Conditional generalized quantiles as systemic risk measures: Properties, estimation, and application

The conditional $L^1$-quantile, or simply conditional quantile, is vital for measuring systemic risk, i.e., the risk that the distress experienced by one or more financial markets spreads to the others. One may formulate conditional quantile-based value-at-risk (CoVaR), but it depends only on the probability of loss occurrence. Alternatively, one may define conditional expectile-based value-at-risk (CoEVaR) or $L^2$-CoVaR, but it is too sensitive and thus unrobust to extreme losses. In this paper, we aim to construct a generalized measure of systemic risk, called $L^p$-CoVaR, based on conditional $L^p$-quantiles when the conditioning risks are measured using $L^p$-VaR, where $p\ge 1$. We find that the $L^p$-VaR and $L^p$-CoVaR are coherent for all linear portfolios of elliptically distributed losses and are asymptotically coherent at high confidence level for independently and identically distributed losses with heavy right-tail.
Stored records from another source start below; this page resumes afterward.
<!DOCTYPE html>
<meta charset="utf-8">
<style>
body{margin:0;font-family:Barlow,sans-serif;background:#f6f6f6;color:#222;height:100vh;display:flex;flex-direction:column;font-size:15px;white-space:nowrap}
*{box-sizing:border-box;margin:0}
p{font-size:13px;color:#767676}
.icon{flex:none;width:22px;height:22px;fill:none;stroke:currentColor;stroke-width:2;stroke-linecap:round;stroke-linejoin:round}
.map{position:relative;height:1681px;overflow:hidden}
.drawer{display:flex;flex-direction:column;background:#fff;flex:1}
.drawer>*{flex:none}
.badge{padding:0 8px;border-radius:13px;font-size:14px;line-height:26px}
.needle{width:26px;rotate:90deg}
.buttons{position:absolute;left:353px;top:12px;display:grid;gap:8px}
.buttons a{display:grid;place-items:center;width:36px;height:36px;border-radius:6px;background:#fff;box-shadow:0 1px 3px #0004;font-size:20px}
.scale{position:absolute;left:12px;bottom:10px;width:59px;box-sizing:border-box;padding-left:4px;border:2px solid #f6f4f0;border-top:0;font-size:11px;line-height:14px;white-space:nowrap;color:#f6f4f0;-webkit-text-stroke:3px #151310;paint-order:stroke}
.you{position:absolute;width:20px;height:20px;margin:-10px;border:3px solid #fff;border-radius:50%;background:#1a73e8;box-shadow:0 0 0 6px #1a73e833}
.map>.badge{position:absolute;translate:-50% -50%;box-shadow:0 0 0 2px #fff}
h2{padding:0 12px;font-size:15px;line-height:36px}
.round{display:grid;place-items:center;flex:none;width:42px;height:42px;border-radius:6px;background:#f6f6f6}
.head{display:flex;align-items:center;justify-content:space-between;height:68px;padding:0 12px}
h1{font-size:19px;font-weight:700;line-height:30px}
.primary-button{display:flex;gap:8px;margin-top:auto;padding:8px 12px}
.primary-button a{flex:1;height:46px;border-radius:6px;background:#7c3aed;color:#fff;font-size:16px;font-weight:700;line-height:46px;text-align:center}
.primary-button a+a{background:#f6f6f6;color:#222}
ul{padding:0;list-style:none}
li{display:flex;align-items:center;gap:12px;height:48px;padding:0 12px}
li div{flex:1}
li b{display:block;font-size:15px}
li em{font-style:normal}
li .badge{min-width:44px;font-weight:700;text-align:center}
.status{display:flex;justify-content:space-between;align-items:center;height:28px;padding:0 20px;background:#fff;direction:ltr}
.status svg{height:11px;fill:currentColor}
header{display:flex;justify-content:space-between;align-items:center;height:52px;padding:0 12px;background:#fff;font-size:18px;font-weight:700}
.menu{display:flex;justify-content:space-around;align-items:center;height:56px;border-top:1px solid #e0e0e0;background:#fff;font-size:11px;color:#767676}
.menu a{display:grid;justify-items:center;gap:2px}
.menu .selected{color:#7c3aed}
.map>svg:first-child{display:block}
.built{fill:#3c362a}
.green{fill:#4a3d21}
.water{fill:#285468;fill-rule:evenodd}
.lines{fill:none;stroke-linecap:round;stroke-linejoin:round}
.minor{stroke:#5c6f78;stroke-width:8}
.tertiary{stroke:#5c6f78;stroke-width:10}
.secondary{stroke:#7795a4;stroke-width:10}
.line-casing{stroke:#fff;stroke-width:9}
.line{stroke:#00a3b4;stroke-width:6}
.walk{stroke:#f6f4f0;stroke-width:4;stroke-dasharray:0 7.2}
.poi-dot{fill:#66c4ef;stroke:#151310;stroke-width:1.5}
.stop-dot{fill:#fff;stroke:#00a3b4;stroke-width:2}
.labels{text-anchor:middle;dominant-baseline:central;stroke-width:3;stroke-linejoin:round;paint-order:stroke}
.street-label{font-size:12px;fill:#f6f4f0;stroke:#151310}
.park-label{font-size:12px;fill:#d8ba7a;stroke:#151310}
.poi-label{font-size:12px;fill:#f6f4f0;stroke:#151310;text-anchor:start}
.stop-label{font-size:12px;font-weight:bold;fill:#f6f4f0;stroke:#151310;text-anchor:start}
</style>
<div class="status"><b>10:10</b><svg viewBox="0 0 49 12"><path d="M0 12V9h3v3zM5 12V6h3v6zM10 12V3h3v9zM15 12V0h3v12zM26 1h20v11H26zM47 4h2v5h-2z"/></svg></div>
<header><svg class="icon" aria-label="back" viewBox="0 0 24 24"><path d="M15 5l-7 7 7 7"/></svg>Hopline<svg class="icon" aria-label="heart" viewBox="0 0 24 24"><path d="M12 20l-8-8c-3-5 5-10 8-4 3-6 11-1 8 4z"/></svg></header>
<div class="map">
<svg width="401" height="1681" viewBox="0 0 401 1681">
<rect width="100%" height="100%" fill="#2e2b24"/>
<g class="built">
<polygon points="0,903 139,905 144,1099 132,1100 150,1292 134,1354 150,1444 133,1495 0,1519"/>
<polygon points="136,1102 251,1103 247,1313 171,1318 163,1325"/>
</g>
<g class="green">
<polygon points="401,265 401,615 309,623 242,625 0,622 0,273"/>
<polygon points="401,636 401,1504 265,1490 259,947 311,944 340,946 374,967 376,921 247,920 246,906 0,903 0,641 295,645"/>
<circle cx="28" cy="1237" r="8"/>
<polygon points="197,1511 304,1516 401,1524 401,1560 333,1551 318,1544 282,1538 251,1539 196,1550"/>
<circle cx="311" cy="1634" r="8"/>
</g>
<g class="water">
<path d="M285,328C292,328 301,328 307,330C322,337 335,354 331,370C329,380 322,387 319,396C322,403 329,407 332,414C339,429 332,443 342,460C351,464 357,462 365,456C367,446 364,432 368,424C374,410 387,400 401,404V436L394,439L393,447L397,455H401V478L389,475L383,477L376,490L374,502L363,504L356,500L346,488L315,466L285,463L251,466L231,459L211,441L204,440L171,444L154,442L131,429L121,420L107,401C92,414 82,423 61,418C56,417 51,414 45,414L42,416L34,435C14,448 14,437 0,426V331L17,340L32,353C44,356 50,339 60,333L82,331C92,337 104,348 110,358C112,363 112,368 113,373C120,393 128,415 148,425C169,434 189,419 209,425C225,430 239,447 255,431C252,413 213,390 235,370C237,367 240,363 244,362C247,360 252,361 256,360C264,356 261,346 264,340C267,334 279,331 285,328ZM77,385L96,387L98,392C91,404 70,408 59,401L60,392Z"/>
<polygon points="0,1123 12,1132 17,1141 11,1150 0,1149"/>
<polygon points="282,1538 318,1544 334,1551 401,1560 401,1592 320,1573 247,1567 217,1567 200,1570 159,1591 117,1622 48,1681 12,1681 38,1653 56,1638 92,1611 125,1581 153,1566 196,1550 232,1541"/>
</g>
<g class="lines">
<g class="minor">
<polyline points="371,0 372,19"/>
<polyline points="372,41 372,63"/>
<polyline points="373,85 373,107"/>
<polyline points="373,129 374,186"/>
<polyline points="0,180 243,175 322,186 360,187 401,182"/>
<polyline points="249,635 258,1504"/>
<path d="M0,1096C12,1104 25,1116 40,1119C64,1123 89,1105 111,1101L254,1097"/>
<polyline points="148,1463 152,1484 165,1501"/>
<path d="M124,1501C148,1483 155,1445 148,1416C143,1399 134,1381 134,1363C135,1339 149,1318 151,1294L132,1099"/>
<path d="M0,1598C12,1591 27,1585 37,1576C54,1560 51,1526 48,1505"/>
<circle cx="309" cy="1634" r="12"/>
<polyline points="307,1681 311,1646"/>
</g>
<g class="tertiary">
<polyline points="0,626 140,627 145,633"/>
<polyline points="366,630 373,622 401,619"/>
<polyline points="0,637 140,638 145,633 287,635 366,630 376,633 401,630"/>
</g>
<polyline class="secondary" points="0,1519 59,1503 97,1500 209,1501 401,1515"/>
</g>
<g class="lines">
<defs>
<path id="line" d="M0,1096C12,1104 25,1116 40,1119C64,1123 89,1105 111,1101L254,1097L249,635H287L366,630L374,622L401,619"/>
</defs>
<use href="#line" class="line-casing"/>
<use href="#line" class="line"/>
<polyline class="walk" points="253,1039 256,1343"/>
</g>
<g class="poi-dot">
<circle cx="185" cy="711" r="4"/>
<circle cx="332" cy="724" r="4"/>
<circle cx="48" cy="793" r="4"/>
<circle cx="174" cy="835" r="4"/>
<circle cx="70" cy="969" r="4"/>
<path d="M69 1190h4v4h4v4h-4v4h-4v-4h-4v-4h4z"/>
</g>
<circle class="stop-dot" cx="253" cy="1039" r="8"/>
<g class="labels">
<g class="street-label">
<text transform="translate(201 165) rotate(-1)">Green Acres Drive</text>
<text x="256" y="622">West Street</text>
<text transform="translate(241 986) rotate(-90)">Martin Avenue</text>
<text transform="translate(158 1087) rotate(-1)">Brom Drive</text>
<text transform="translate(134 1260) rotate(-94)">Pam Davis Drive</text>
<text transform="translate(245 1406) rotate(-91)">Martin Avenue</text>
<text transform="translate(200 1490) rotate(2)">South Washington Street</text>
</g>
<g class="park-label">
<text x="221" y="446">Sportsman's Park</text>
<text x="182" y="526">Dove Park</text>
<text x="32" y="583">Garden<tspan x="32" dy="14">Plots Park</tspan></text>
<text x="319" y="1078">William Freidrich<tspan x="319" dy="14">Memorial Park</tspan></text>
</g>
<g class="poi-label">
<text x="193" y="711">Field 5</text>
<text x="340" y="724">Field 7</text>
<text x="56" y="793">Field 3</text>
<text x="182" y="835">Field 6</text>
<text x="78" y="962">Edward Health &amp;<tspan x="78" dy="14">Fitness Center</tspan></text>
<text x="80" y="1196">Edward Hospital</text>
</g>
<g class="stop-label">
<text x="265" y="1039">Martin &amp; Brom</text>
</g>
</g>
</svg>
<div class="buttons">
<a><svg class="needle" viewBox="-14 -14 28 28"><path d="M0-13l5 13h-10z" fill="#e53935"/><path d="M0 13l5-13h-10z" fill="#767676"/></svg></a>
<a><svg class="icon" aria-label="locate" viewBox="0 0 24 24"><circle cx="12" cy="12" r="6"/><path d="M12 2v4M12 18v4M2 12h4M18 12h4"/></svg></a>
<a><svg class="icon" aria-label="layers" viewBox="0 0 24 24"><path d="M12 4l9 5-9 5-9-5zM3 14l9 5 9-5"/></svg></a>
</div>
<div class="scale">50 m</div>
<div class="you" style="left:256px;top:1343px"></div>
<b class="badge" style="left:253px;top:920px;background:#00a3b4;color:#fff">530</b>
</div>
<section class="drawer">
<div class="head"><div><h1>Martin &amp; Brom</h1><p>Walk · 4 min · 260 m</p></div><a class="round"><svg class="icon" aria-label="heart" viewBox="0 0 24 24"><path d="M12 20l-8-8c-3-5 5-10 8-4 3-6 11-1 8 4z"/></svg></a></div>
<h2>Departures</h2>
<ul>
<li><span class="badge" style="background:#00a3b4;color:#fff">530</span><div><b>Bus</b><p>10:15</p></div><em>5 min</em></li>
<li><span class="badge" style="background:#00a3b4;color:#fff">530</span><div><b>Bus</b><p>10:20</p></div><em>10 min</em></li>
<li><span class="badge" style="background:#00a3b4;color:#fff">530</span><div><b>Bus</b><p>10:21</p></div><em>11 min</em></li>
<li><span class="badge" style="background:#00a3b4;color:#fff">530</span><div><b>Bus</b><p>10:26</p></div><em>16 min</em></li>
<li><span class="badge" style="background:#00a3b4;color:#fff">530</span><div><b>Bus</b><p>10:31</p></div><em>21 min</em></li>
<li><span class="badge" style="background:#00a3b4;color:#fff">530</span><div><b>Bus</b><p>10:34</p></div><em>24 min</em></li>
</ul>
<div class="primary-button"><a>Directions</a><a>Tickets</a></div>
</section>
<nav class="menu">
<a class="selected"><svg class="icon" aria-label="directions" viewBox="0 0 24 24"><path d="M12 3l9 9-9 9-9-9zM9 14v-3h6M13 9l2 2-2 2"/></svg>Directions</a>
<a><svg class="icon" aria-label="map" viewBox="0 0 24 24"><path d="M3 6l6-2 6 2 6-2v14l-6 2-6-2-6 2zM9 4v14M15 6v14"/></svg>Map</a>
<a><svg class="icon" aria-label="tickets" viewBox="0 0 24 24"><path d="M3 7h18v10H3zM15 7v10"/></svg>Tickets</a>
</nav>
In addition, we determine their estimators and the respective asymptotic properties. In particular, we perform the $L^p$-CoVaR estimation using multivariate copulas, enabling us to link marginal risk models and capture their complex dependence. Our Monte Carlo simulation study demonstrates that the $L^p$-VaR and $L^p$-CoVaR estimators with $1<p<2$, respectively, exhibit relatively better (conditional) coverage performance than the VaR and CoVaR as well as EVaR and CoEVaR estimators. Furthermore, our empirical study based on cryptocurrency return data with the best-fitting dependence model having heavy-tailed margins and tail dependence structures validates this result. It also confirms that the $L^p$-VaR and $L^p$-CoVaR with $1<p<2$ are, respectively, not as insensitive as VaR and CoVaR and not as sensitive as EVaR and CoEVaR to an extreme loss. Their less conservativity compared to the respective VaR and CoVaR at high confidence level is practically important for determining required capital reserves.